Because Apple Pay uses two-factor authentication (your phone and your fingerprint), it’s not theoretically bound by the £20 (rising to £30 in September 2015) per transaction limit used by all of the UK’s current tap-to-pay terminals. However, according to a story in The Guardian, few UK retailers have the newer terminals required to allow purchases above £20. We’ll doubtless find out more in the run-up to launch.
EE Cash on Tap
Launched in 2013, Cash on Tap is available with selected EE phones. It allows you to make payments up to £20 at over 300,000 places, including McDonalds, M&S, Pret A Manger, the Co-operative Food, the Post Office and Transport for London. The money comes from a pre-paid account that you top up before use, while security comes courtesy of a partnership deal with Mastercard.
It only works with Android phones (the companion app is Android-only) with special NFC-embedded SIM cards (you can check to see if yours meets the requirements by looking for an “N” in the SIM’s individual ID number) and requires you be a 4GEE customer. Check the company’s Cash on Tap page to see if you can get on board.
A similar pre-pay system to Cash on Tap, and sharing its £20-per-transaction limit, SmartPass runs from iOS and Android apps and is compatible with most tap-to-pay terminals, including those used by Transport for London.
Rather than use an NFC-equipped SIM or phone’s existing chips, however, it requires an NFC-embedded tag that users attach to their phones.

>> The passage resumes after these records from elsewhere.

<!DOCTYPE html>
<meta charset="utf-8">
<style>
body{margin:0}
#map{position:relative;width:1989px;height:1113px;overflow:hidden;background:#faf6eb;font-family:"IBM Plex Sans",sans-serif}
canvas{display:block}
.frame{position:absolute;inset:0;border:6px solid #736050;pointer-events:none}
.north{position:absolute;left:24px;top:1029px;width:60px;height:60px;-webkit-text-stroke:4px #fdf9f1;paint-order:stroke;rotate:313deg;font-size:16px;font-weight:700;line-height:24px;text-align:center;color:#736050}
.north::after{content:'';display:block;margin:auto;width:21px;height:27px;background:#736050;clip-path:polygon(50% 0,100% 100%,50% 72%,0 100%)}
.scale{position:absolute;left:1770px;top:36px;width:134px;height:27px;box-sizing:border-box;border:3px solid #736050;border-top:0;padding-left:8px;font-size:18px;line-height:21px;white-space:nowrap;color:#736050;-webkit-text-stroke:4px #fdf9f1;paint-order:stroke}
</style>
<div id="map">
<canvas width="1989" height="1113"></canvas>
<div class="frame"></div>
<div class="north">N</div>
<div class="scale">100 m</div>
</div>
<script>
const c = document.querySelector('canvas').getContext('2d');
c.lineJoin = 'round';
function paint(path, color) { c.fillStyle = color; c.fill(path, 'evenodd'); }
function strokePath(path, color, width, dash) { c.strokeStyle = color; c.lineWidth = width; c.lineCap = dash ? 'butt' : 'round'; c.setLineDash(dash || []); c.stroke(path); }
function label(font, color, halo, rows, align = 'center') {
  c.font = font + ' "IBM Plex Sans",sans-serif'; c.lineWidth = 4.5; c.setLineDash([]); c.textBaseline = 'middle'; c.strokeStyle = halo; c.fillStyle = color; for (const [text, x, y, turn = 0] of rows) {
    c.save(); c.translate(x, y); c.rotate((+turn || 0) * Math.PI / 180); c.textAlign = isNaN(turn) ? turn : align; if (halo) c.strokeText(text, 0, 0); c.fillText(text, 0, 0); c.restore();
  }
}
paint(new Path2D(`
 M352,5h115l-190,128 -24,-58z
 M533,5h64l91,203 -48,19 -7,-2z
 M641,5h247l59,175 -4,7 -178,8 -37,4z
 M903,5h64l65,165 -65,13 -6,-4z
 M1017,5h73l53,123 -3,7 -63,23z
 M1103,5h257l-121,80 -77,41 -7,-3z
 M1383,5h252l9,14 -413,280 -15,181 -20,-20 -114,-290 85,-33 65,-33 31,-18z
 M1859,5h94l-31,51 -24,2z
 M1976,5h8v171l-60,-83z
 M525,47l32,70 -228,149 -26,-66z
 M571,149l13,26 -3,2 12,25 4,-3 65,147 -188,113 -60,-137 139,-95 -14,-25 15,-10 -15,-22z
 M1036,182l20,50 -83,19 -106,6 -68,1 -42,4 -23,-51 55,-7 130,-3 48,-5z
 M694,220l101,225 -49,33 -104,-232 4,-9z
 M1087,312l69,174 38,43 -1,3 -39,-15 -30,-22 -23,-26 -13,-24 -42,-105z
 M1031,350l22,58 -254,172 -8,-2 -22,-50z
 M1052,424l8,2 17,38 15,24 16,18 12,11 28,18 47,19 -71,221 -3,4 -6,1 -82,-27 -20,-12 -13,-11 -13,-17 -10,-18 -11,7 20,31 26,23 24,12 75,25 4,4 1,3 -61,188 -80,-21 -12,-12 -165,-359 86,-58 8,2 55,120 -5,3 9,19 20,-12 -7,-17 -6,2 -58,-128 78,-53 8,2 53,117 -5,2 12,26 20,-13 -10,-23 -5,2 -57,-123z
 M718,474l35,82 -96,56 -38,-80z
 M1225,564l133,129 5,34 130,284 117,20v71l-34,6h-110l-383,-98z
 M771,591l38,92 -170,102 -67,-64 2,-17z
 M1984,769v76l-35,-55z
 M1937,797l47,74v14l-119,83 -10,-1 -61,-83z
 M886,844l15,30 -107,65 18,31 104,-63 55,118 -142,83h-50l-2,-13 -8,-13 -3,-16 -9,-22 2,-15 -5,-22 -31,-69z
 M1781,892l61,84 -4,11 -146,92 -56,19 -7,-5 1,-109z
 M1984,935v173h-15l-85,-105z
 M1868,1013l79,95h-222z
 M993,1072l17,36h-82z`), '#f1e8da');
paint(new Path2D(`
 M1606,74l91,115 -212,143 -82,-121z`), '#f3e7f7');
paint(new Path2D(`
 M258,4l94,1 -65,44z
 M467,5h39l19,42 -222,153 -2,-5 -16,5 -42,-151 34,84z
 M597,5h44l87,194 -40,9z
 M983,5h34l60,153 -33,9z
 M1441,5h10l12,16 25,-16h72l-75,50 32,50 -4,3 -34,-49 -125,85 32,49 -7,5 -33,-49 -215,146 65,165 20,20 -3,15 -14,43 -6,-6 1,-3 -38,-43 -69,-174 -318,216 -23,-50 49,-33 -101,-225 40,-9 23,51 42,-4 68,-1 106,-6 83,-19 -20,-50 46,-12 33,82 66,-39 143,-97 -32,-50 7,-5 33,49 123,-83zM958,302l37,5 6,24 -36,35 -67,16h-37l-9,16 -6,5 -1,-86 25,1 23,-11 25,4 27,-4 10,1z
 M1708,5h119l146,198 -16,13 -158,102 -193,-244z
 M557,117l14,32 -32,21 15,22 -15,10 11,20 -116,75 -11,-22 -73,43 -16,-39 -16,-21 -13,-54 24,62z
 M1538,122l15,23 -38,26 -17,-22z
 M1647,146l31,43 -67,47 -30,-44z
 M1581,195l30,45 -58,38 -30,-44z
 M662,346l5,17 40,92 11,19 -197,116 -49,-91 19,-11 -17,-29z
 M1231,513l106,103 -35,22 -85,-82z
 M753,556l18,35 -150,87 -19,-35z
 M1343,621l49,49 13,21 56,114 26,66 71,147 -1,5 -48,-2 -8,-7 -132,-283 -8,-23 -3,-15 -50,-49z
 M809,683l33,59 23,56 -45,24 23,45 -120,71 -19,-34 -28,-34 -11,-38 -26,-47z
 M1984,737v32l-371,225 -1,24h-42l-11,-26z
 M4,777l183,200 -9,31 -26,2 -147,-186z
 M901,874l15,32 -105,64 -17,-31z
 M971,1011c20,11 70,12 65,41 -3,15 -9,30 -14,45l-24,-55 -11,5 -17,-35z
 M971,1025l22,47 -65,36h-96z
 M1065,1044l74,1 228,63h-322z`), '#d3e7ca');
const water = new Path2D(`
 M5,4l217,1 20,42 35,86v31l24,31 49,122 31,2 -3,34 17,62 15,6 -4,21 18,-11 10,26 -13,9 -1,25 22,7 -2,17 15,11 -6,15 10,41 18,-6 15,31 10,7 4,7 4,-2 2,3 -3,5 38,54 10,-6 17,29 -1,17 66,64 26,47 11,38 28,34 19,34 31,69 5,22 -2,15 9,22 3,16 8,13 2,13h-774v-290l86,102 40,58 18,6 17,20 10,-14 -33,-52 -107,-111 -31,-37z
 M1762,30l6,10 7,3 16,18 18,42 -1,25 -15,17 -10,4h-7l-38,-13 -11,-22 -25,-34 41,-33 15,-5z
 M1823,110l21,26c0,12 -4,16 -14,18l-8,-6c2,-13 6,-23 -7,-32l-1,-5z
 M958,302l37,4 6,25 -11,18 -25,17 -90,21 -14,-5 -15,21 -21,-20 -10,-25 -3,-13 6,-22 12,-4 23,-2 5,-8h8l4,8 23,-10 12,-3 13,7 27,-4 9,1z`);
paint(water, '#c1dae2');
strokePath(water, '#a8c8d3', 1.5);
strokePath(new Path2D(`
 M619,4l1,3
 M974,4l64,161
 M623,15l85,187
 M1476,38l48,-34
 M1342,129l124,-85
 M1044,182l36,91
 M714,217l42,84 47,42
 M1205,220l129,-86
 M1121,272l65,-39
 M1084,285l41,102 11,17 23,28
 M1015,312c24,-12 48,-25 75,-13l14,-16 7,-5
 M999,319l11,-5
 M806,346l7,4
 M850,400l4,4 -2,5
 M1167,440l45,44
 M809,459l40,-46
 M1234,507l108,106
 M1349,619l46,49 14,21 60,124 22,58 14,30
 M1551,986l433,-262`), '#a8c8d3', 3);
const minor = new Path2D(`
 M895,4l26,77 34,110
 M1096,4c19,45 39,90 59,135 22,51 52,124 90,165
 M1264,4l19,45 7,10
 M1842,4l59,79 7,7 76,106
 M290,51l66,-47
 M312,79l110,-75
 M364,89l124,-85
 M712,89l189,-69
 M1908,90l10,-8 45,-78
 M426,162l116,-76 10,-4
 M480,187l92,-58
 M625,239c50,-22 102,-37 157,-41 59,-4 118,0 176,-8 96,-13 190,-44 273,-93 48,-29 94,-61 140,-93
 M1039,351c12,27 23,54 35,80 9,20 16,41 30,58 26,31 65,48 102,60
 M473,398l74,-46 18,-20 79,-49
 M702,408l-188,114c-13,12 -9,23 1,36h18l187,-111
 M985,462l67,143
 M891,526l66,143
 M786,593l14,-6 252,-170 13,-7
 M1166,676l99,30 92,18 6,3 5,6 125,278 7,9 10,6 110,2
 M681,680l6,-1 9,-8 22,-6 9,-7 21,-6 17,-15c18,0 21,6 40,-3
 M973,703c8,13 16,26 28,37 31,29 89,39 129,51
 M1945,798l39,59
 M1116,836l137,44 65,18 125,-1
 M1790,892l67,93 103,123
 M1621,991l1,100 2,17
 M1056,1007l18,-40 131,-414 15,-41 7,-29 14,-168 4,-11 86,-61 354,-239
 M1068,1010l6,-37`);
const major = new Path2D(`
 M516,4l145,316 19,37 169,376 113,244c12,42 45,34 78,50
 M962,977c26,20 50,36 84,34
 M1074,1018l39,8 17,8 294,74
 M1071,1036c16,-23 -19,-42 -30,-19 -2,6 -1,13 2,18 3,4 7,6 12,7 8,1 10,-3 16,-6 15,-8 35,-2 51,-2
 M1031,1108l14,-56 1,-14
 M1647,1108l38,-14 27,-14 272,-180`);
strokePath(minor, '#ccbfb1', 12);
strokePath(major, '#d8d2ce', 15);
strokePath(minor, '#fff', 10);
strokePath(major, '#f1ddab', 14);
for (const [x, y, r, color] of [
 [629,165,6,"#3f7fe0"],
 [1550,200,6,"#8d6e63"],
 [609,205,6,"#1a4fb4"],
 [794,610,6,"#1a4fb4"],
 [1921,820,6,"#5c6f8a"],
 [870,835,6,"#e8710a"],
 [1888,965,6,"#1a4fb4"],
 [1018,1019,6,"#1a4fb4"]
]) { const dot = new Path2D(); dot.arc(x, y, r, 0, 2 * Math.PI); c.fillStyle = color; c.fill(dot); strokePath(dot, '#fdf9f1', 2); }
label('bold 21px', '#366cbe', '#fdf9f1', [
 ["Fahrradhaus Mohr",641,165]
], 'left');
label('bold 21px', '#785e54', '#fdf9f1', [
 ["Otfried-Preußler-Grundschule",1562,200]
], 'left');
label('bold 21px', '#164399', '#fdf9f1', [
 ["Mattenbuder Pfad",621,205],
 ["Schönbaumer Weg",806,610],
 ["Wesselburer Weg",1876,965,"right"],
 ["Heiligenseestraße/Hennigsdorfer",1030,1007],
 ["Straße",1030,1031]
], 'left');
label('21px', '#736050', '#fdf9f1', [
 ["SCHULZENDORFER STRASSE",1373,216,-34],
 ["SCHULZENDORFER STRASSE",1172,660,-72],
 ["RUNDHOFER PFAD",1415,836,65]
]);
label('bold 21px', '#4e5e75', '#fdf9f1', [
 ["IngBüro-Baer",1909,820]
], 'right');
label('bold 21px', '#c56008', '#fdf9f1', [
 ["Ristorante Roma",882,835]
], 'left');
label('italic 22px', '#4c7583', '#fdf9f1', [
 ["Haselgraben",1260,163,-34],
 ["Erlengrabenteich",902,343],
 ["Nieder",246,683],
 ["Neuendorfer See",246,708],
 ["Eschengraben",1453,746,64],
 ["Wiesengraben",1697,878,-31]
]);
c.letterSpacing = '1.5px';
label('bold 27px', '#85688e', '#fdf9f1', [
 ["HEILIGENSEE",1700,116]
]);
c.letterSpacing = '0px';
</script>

Not the most elegant solution, really. Vodafone has partnered with Visa to provide payment protection, and transactions can be PIN protected if the user wishes.
Another sticker-using system with a £20 limit, PayTag works with most contactless terminals and is compatible with most Visa cards. It’s not a mobile system per se, as it’s not linked to your phone or controlled by an app, but the tags, as with SmartPass, can be attached to a smartphone.
Announced at Google I/O 2015 and coming alongside Android M in the autumn of 2015, Android Pay is Google’s official solution for NFC payments, replacing the troubled Google Wallet system (although Wallet will remain in place for person-to-person payments).
Google says Android Pay will allow you to use your Android phone to make contactless payments with over 700,000 retailer worldwide and supports fingerprint verification in phones with scanners (Android M will come with native fingerprint recognition, so we can expect sensors to become far more common on future Android devices). It goes beyond NFC payments, however, and will also work with in-app purchases and web orders.
At the time of writing, Google claims that seven out of ten current Android phones will be compatible with the system at launch.
Anything Apple can do, Samsung can do… or at least have a go at. Back at MWC 2015, the Korean giant announced Samsung Pay, a mobile payment platform that uses not only NFC but a proprietary technology called Magnetic Secure Transmission, which means it will work with traditional magstripe card terminals in addition to NFC terminals.
That should give it wide reach as soon as it launches, although it’ll only work with the Galaxy S6 and S6 Edge models at first. At the time of writing we don’t know when that will be, although rumours suggest July 2015 in South Korea and the US. We’ll update this article when we know more.